Prior-guided factorization for reliable imputation of scRNA-seq data
You Wu, Li Xu, Ye Win Aung, Alex Michel Daoud

TL;DR
This paper introduces scZN, a new method for improving the accuracy of single-cell RNA sequencing data by better distinguishing true gene silencing from technical noise.
Contribution
The novel contribution is scZN, a framework using a two-state transcription model and nonnegative factorization to impute scRNA-seq data with biological interpretability.
Findings
scZN outperforms existing methods in suppressing spurious gene activation and capturing true gene expression patterns.
It improves trajectory inference in complex datasets like embryonic stem cells and mouse dentate gyrus data.

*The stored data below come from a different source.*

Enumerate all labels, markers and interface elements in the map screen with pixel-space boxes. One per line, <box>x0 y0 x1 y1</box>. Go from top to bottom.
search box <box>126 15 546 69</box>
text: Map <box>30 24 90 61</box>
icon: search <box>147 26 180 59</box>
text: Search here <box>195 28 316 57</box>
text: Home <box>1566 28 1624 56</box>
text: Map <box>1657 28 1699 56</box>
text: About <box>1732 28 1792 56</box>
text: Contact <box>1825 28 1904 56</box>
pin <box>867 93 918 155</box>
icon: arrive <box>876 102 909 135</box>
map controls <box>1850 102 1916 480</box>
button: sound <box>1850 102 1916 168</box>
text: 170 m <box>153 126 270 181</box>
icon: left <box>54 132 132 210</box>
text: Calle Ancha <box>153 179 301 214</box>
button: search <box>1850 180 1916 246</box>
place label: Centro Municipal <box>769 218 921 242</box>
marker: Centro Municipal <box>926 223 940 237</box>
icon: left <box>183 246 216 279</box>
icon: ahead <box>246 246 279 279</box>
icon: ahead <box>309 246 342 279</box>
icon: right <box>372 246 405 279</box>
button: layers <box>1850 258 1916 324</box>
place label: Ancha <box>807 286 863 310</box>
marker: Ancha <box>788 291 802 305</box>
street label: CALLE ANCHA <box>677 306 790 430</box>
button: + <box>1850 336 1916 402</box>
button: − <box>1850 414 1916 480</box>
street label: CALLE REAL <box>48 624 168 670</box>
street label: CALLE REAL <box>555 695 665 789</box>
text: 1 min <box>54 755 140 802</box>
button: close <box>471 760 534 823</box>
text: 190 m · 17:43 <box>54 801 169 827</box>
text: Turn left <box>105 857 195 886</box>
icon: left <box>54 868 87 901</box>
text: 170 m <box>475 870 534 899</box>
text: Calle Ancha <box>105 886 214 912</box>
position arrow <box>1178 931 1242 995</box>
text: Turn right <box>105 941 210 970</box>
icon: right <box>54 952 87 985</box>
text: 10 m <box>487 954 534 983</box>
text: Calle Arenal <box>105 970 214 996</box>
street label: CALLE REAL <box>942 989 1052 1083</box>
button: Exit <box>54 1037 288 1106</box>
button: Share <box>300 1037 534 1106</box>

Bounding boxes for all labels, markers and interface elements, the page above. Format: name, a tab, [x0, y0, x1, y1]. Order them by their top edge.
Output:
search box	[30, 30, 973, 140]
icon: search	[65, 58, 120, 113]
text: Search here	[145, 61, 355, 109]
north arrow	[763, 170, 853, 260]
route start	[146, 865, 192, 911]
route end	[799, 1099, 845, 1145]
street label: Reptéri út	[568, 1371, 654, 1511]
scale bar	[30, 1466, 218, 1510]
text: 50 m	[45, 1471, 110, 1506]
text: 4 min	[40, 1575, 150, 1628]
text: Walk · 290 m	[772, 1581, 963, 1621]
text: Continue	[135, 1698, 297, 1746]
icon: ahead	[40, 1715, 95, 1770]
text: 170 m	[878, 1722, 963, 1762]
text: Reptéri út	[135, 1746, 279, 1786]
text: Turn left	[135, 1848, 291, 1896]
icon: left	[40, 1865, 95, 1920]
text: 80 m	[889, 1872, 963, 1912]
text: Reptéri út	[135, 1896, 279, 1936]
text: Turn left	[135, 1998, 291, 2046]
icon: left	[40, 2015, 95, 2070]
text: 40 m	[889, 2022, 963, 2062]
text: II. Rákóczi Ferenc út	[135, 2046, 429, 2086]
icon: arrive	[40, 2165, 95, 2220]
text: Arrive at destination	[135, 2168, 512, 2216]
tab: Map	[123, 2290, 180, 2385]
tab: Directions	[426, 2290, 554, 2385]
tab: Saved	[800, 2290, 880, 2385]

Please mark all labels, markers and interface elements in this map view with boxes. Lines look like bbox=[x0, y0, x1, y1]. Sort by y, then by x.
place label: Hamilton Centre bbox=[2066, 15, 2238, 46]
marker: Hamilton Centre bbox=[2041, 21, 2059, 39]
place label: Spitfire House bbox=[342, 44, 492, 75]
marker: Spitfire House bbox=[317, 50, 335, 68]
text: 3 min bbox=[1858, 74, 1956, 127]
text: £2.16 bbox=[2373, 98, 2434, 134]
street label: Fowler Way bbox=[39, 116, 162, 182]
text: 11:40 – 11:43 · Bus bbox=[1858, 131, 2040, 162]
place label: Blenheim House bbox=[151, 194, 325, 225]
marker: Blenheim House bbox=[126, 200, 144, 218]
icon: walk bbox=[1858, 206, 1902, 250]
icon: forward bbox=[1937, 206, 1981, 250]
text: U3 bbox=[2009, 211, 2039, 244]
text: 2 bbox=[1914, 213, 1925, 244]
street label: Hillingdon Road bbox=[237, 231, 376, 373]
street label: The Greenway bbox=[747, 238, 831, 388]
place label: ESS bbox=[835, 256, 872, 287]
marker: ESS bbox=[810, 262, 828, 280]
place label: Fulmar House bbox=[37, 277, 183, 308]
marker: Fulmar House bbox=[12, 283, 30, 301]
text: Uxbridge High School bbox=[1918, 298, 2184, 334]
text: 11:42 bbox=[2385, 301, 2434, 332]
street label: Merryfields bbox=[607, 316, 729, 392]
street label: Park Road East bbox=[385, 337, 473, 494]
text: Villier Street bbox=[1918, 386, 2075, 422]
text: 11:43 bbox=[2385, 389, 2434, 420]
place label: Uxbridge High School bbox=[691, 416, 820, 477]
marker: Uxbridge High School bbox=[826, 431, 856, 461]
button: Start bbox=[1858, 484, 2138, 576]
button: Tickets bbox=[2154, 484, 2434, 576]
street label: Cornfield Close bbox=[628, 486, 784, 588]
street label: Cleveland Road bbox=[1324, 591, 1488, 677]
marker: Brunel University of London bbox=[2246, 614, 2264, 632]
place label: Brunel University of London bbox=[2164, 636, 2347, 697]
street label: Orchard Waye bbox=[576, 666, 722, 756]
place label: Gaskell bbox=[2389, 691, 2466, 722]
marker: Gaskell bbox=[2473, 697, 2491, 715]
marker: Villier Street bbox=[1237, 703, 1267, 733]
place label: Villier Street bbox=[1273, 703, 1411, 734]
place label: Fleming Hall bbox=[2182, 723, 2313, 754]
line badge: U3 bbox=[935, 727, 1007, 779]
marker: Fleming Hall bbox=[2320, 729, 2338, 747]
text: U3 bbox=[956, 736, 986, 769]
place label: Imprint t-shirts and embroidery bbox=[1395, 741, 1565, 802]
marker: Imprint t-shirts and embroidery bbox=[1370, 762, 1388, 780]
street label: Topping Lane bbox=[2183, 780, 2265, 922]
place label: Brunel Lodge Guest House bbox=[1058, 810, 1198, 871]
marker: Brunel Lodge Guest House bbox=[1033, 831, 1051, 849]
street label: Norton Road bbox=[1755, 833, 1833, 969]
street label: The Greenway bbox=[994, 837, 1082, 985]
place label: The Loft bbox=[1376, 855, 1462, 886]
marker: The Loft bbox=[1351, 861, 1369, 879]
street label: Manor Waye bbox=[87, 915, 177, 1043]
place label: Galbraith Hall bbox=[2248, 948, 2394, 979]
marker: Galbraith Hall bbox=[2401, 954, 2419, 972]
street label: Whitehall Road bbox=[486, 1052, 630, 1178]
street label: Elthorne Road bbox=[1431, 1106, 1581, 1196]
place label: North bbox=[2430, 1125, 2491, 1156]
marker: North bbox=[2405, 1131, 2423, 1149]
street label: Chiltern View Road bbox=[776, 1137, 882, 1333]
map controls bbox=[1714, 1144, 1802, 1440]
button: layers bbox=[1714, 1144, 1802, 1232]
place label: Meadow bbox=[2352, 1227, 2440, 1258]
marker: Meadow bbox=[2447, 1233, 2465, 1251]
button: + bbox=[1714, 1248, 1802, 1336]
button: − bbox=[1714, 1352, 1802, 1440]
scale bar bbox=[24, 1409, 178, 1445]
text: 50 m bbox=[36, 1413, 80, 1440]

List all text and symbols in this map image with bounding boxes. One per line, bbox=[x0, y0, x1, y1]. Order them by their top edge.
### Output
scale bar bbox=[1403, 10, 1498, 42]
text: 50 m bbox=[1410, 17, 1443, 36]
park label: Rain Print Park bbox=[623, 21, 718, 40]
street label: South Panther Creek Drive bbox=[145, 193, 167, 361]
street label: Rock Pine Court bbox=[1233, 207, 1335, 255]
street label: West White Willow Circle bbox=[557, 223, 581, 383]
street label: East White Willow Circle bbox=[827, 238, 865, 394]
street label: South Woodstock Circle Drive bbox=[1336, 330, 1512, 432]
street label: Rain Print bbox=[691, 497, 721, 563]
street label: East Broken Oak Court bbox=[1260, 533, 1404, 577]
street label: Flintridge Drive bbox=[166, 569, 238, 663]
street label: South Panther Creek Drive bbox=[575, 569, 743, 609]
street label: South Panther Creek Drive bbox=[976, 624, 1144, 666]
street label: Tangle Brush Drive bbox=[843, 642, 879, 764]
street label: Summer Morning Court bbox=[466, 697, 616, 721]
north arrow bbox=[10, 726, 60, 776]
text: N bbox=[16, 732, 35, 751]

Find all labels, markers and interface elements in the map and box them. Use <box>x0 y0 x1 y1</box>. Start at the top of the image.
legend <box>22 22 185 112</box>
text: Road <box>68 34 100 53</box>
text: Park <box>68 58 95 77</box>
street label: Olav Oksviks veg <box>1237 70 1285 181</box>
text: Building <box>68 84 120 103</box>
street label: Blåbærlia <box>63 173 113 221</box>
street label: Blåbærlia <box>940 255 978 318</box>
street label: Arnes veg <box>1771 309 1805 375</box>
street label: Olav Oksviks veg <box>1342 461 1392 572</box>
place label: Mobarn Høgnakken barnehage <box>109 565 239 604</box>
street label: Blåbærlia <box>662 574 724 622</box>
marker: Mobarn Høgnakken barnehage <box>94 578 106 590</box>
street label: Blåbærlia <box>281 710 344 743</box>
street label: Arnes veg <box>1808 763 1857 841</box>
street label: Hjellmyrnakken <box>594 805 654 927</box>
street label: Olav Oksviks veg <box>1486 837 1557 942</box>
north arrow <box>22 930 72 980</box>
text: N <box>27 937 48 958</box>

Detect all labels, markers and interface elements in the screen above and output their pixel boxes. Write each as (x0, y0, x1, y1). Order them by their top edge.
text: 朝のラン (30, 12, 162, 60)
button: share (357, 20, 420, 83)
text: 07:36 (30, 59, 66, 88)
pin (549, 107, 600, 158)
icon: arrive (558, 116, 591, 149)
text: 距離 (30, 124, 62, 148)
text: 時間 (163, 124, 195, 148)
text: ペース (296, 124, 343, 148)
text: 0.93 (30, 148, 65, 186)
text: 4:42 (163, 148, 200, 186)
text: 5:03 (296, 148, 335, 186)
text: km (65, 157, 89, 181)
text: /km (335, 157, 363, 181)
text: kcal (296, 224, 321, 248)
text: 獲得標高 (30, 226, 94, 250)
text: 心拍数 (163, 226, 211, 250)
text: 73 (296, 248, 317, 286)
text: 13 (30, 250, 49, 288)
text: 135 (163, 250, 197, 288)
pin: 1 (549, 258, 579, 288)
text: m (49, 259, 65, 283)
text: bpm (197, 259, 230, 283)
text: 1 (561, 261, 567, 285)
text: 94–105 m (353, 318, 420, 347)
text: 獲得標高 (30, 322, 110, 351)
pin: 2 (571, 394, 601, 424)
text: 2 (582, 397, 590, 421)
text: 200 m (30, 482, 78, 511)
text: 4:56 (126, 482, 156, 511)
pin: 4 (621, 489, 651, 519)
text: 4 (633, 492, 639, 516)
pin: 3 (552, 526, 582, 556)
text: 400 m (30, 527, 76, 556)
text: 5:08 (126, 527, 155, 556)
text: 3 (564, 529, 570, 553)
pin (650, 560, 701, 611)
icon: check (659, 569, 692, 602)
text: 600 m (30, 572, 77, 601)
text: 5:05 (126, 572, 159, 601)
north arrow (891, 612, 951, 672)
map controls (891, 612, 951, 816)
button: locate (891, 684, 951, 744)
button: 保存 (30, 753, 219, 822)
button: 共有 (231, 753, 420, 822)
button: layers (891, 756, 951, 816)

scZN effectively recovers neuroinflammation pathways in Alzheimer’s disease data.
Abstract
Single-cell RNA sequencing (scRNA-seq) provides an important means to reveal the heterogeneity and dynamic processes of tissues, organisms, and complex diseases, but technical capture loss (dropout) often obscures true biological expression, and existing imputation methods have difficulty distinguishing biological zeros (silent expression) from technical noise. To address this, we propose the imputation framework scZN. scZN assumes that the observed scRNA-seq data arise from a combination of RNA’s two-state transcription process and dropout, and formulates imputation as nonnegative factorization: decomposing the raw count matrix into two interpretable nonnegative factors, performing learning and optimization under constraints from prior knowledge and multiple regularizations, thereby reconstructing the cellular expression landscape. Experiments show that scZN can capture the true…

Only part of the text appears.